Tarmil avec la Partie Sud d’El Borj et le « mausolée » la zaouia de Sidi Saleh
 

L'année 1187 (587 de l'Hégire) marque le début d'un déclin qui va, en s'aggravant, durer pendant de nombreux siècles et dont la ville n'a commencé à se relever petit à petit qu'avec l'indépendance du pays. En cette année-là, Gafsa fut assiégée et prise de force par Abou Youssouf Al-Mansour qui saccagea son oasis et mit à bas ses remparts faisant d'elle une ville ouverte, sans protection. Les conséquences de cette prise furent fatales pour la ville et pour sa prospérité.

Aux dires de Yakout Al-Hamaoui (574-626/ 1178-1229), Gafsa n'était plus au début du XIIIe siècle qu'une petite cité et que ses terres étaient marécageuses et ne produisant rien. Ce témoignage se trouve confirmé par ce que rapporte Ibn Chabbat qui a vécu entre 618 et 681 de l'Hégire (1221-1282).

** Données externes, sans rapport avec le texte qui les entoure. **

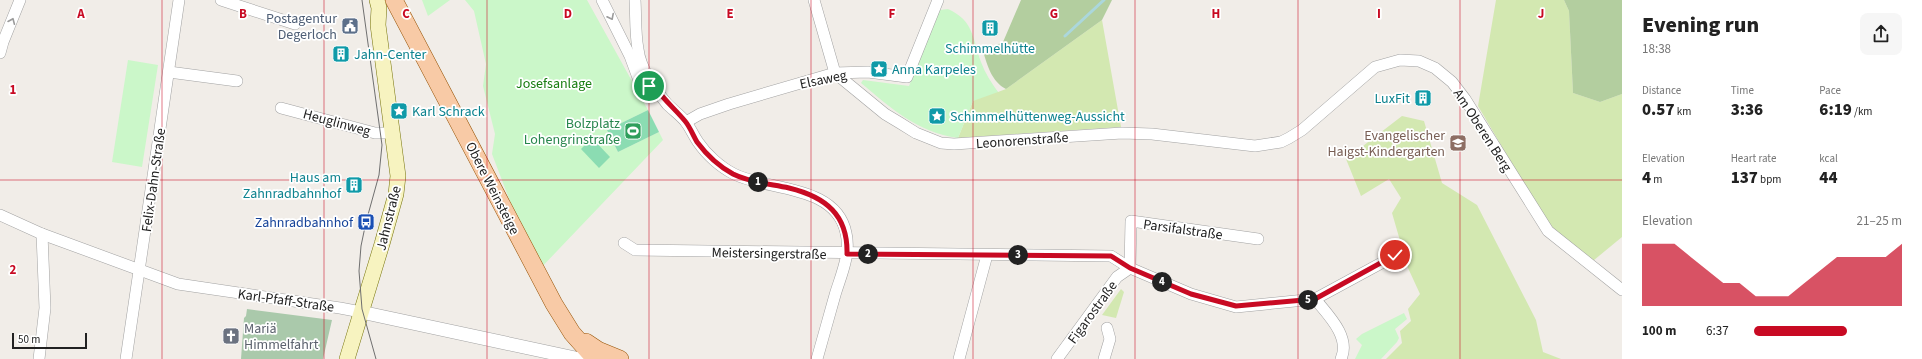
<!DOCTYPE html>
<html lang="en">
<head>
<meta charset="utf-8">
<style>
	:root { --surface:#fff; --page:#f6f6f6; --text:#222; --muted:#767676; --accent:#c80a23 }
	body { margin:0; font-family:"Source Sans 3",sans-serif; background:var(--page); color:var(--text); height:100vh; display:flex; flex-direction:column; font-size:15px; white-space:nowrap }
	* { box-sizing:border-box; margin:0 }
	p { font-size:13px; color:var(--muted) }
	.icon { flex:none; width:22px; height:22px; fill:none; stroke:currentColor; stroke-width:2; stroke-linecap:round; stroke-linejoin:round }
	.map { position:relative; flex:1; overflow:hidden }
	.details { display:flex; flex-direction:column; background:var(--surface); width:300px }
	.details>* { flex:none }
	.scale { position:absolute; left:12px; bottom:10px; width:75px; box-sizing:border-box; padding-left:4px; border:2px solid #212121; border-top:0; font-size:11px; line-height:14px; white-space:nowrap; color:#212121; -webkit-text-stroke:3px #fff; paint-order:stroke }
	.pin { position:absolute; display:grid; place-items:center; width:34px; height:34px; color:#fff; margin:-17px; border:2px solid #fff; border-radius:50%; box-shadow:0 1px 4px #0007 }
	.km { position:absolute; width:20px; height:20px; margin:-10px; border-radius:50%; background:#222; color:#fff; font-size:11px; line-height:20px; text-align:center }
	.round { display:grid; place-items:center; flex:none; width:42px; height:42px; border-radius:8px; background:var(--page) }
	.overview { display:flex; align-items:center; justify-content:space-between; height:68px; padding:0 20px }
	h1 { font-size:22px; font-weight:800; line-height:30px }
	.metrics { display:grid; grid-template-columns:repeat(3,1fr); gap:6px; height:68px; padding:4px 20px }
	.metrics div { display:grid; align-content:center }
	.metrics b { font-size:17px; font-weight:800 }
	.metrics small { font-size:11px; font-weight:400 }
	.metrics p { font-size:11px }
	.chart { height:112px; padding:8px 20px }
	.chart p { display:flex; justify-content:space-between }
	.chart svg { width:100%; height:72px; margin-top:4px; fill:var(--accent); opacity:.7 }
	ul { padding:0 20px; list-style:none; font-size:13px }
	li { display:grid; grid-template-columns:64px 48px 1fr; align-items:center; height:30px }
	li i { height:10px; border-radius:5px; background:var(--accent) }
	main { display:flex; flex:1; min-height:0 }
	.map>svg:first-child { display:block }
	.grass { fill:#d3e8b1 }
	.forest { fill:#b3ce9f }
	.cemetery { fill:#aac9ab }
	.park { fill:#cbf7c9 }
	.pitch { fill:#8bdcb2 }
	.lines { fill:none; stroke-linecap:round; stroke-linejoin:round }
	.stream { stroke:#abd7dc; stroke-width:3 }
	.minor-casing { stroke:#a2a2a2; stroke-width:12 }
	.tertiary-casing { stroke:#a2a2a2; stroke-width:14 }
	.secondary-casing { stroke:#76730a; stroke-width:16 }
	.primary-casing { stroke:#975407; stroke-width:18 }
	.minor { stroke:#fff; stroke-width:11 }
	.tertiary { stroke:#fff; stroke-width:13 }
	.secondary { stroke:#f7f3c0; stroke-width:15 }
	.primary { stroke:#f8caa6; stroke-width:17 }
	.tram { stroke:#6f6f6f; stroke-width:1 }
	.oneway { stroke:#9b9b9b }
	.route-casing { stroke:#fff; stroke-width:8 }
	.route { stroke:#c80a23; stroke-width:5 }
	.grid { fill:none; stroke:#c80a23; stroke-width:1; stroke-opacity:0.55 }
	.labels { text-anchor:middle; stroke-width:3.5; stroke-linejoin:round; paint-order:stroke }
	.service-label { font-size:14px; fill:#4e5e75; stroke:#fff; text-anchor:end }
	.culture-label { font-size:14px; fill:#0d838f; stroke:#fff; text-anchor:start }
	.street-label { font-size:14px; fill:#212121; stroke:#fff }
	.park-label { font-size:14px; fill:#177d11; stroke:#fff }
	.leisure-label { font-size:14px; fill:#27864d; stroke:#fff; text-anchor:end }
	.education-label { font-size:14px; fill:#785e54; stroke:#fff; text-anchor:end }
	.transit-label { font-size:14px; fill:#164399; stroke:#fff; text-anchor:end }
	.worship-label { font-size:14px; fill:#5b616d; stroke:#fff; text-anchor:start }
	.grid-label { font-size:13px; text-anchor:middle; font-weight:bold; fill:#c80a23; stroke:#fff; stroke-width:3.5; stroke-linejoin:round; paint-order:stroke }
</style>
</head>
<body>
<main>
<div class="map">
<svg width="1622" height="359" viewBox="0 0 1622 359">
	<rect width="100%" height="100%" fill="#f1ede8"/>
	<g class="grass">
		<polygon points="1496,0 1564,0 1569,11 1573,93 1600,102 1622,94 1622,237 1588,265 1557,240 1478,106"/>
		<polygon points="1102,20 1121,127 958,138 973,101 992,87 998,92 1006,89"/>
		<polygon points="1402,116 1424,121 1442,183 1477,205 1536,320 1543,352 1561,359 1386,359 1402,343 1400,331 1411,321 1408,309 1420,294 1408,268 1392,213 1401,198 1389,179 1361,196 1346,159"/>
		<polygon points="1121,289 1124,292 1116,318 1102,315"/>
	</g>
	<g class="forest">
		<path d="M1021 0H1112L1102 20 1006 89C992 82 987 65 983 51L1003 42Z"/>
		<polygon points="1564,0 1622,0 1622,94 1600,102 1573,93 1569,11"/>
	</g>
	<polygon class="cemetery" points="247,309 332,320 323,359 241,359 244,318 246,316"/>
	<g class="park">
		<polygon points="422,0 450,0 428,16"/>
		<polygon points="465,0 587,0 648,110 607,130 618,152 659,132 663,140 537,272 492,154 495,134 483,86 486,64 474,11"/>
		<path d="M948 9C974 21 972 37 981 62 985 73 991 82 998 92L973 101 958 138C917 132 892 109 861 83L863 80 909 86 940 10Z"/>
		<polygon points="128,60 158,65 142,167 112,162"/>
		<polygon points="1404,313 1407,319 1395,329 1399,338 1397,342 1381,359 1355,359 1362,345 1356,339 1362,334"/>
	</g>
	<g class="pitch">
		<polygon points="648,110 659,132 618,152 607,130"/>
		<polygon points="592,138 610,157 599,168 581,149"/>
	</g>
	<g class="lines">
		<polyline class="stream" points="1065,36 1104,0"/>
		<g class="minor-casing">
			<g id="minor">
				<polyline points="221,0 295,24"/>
				<polyline points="602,0 630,56 640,83 655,87"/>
				<path d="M635 0C636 16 635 33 638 49 640 68 655 90 667 104 673 110 680 115 685 121 690 127 693 135 698 142 706 154 720 167 734 174 767 191 836 184 846 233 851 254 841 275 835 295 829 316 823 338 817 359"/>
				<polyline points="814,0 835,73 885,114 900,123 916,133 941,143 954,144 1122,133 1152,134 1255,146 1281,142 1289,138 1302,130 1375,67 1400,60 1419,61 1435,68 1452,82 1465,99 1548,231 1622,290"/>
				<polyline points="0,53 3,42 20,0"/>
				<polyline points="169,72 237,81"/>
				<polyline points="281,108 375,133 393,133"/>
				<polyline points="686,122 700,114 729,104 835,73 868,72 907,77 938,0"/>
				<polyline points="0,215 42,234 178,284 340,308 361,312"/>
				<polyline points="624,243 635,250 1111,256 1130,268 1191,294 1236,307 1315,299 1400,253"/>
				<polyline points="1130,268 1131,221 1258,239"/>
				<path d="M1315 299C1328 315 1351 337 1341 359"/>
				<polyline points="39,359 45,308 42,234"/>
				<polyline points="126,359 179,0"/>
				<polyline points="959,359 987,255"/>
				<polyline points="1057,359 1117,277 1130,268"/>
				<polyline points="1104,359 1110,339 1107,328"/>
			</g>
		</g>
		<g class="tertiary-casing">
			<polyline id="tertiary" points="361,312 580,359"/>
		</g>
		<g class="secondary-casing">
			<polyline id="secondary" points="347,359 382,244 396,194 398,176 378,25 379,8 377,0"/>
		</g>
		<g class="primary-casing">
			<g id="primary">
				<polyline points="394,0 554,304 572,333 595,359"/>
				<polyline points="586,342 598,350 620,359"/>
			</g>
		</g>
		<use href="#minor" class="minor"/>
		<use href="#tertiary" class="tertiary"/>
		<use href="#secondary" class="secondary"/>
		<use href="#primary" class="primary"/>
		<polyline class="tram" points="362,0 382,145 379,175 366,222 361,246 359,271 362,309 376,359"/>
	</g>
	<defs><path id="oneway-chevron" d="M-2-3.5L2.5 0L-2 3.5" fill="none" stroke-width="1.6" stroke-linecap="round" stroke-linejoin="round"/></defs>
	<g class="oneway">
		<use href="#oneway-chevron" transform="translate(611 17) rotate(63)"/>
		<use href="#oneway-chevron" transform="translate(12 21) rotate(-67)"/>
	</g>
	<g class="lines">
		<g class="route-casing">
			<path id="route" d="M649 86 655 87C664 100 675 109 685 121 690 127 693 135 697 142 706 154 720 167 733 174 751 183 771 184 789 188 826 197 848 215 847 254L1111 256 1130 268 1191 294 1236 306 1315 299 1395 255"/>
		</g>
		<use href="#route" class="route"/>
	</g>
	<path class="grid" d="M162 0V359M324 0V359M487 0V359M649 0V359M811 0V359M973 0V359M1135 0V359M1298 0V359M1460 0V359M0 180H1622"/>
	<defs>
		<g id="civic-square" transform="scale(0.9)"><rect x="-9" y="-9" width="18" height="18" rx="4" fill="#5c6f8a" stroke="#fff"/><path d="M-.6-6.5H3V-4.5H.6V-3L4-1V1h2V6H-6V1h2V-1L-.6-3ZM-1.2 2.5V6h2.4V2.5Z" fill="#fff"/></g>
		<g id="building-square" transform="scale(0.9)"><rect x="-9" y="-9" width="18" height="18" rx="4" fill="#0f9aa8" stroke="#fff"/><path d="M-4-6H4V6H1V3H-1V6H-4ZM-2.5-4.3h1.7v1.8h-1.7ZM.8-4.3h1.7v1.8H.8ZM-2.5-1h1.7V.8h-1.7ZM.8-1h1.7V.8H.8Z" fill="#fff"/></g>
		<g id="sight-square" transform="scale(0.9)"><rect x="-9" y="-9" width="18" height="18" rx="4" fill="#0f9aa8" stroke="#fff"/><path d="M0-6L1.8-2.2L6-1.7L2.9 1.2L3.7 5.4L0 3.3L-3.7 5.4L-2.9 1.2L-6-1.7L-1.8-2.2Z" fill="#fff"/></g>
		<g id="stadium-square" transform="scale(0.9)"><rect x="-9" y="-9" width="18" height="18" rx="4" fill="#2e9e5b" stroke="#fff"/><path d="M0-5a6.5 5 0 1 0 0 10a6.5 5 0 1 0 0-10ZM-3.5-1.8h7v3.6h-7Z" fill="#fff"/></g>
		<g id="school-square" transform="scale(0.9)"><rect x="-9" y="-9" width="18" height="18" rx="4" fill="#8d6e63" stroke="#fff"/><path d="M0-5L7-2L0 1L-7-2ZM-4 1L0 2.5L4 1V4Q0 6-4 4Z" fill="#fff"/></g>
		<g id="bus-square" transform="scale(0.9)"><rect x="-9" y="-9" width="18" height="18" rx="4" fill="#1a4fb4" stroke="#fff"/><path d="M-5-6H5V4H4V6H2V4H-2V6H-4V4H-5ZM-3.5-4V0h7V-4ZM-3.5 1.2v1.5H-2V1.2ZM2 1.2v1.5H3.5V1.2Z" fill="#fff"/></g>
		<g id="church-square" transform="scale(0.9)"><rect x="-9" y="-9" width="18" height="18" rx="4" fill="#6b7280" stroke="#fff"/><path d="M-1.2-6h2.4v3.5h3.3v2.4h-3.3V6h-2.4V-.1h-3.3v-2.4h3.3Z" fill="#fff"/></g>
	</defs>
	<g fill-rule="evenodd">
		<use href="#civic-square" x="350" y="26"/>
		<use href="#building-square" x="990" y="28"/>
		<use href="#building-square" x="341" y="54"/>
		<use href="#sight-square" x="879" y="69"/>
		<use href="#building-square" x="1423" y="98"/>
		<use href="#sight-square" x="399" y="111"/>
		<use href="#sight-square" x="937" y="116"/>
		<use href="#stadium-square" x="633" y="131"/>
		<use href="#school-square" x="1458" y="143"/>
		<use href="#building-square" x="354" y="185"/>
		<use href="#bus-square" x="366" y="222"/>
		<use href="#church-square" x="231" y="336"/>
	</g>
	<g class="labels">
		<g class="service-label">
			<text x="337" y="23">Postagentur<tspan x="337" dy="16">Degerloch</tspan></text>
		</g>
		<g class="culture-label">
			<text x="990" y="53" text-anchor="middle">Schimmelhütte</text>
			<text x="354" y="59">Jahn-Center</text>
			<text x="892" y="74">Anna Karpeles</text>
			<text x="1410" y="103" text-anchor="end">LuxFit</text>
			<text x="412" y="116">Karl Schrack</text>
			<text x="950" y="121">Schimmelhüttenweg-Aussicht</text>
			<text x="341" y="182" text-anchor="end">Haus am<tspan x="341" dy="16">Zahnradbahnhof</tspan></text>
		</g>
		<g class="street-label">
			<text transform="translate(823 79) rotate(-12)" y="5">Elsaweg</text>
			<text transform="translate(337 122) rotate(15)" y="5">Heuglinweg</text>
			<text transform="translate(1483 130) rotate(57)" y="5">Am Oberen Berg</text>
			<text transform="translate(1022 140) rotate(-4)" y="5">Leonorenstraße</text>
			<text transform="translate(153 180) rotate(-82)" y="5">Felix-Dahn-Straße</text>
			<text transform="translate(493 188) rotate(63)" y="5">Obere Weinsteige</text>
			<text transform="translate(388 218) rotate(-76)" y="5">Jahnstraße</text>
			<text transform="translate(1183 229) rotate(8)" y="5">Parsifalstraße</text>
			<text transform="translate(769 253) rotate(1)" y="5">Meistersingerstraße</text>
			<text transform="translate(286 300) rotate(8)" y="5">Karl-Pfaff-Straße</text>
			<text transform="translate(1092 312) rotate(-54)" y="5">Figarostraße</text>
		</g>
		<g class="park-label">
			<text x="554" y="88">Josefsanlage</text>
		</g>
		<g class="leisure-label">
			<text x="620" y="128">Bolzplatz<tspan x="620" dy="16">Lohengrinstraße</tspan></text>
		</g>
		<g class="education-label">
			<text x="1445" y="140">Evangelischer<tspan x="1445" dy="16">Haigst-Kindergarten</tspan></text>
		</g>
		<g class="transit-label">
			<text x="353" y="227">Zahnradbahnhof</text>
		</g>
		<g class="worship-label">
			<text x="244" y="333">Mariä<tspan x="244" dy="16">Himmelfahrt</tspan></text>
		</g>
	</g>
	<g class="grid-label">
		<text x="81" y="18">A</text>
		<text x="243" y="18">B</text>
		<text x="406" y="18">C</text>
		<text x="568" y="18">D</text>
		<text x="730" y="18">E</text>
		<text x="892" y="18">F</text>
		<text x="1054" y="18">G</text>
		<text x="1216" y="18">H</text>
		<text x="1379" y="18">I</text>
		<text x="1541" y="18">J</text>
		<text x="13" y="94">1</text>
		<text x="13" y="274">2</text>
	</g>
</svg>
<div class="scale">50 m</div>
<div class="pin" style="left:649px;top:86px;background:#1e9e55"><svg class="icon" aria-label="arrive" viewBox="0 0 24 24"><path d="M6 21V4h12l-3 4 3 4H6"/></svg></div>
<div class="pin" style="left:1395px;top:255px;background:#d93025"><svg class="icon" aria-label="check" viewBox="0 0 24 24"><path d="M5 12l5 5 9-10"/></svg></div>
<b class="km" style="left:758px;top:182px">1</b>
<b class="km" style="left:868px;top:254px">2</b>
<b class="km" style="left:1018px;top:255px">3</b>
<b class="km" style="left:1162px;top:282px">4</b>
<b class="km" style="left:1308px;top:300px">5</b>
</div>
<section class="details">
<div class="overview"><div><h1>Evening run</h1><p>18:38</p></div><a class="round"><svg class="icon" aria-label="share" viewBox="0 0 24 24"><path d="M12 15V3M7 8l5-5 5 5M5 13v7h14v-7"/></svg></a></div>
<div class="metrics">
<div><p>Distance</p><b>0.57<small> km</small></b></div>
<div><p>Time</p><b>3:36</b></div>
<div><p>Pace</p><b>6:19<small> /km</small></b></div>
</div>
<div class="metrics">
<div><p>Elevation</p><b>4<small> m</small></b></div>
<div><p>Heart rate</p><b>137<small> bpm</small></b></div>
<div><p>kcal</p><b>44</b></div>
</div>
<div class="chart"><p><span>Elevation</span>21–25 m</p>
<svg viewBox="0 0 160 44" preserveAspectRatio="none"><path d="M0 44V6L10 6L20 6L30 14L40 22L50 30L60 30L70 38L80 38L90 38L100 30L110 22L120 14L130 14L140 14L150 14L160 6V44z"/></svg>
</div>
<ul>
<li><b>100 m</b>6:37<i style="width:63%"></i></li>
</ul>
</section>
</main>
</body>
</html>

Cet auteur natif du Jarid nous dit que les nombreux ksours qui existaient sur le territoire de la ville ont disparu presque tous. De la centaine de ksars mentionnée par Al- Bekri n'a survécu qu'un très petit nombre. Au XVe siècle, sous la dynastie des Hafsides qui régna à Tunis de 1228 jusqu'a 1574, Gafsa connut un moment d'arrêt de son déclin et même un regain de vitalité. Sa Kasba, depuis fort longtemps en ruines, fut relevée et agrandie comme nous l'apprend l'inscription qui suit:

"Au nom de Dieu clément et miséricordieux. Que Dieu répande ses grâces sur notre seigneur Mohammed et lui accorde le salut. Cette construction est l'œuvre de Abou Abd Allah ibn Abou Abd Allah ibn Abou Hafs- que Dieu rend glorieux son règne- commandeur de la nation musulmane à Tunis, - que Dieu rend prospère cette ville-"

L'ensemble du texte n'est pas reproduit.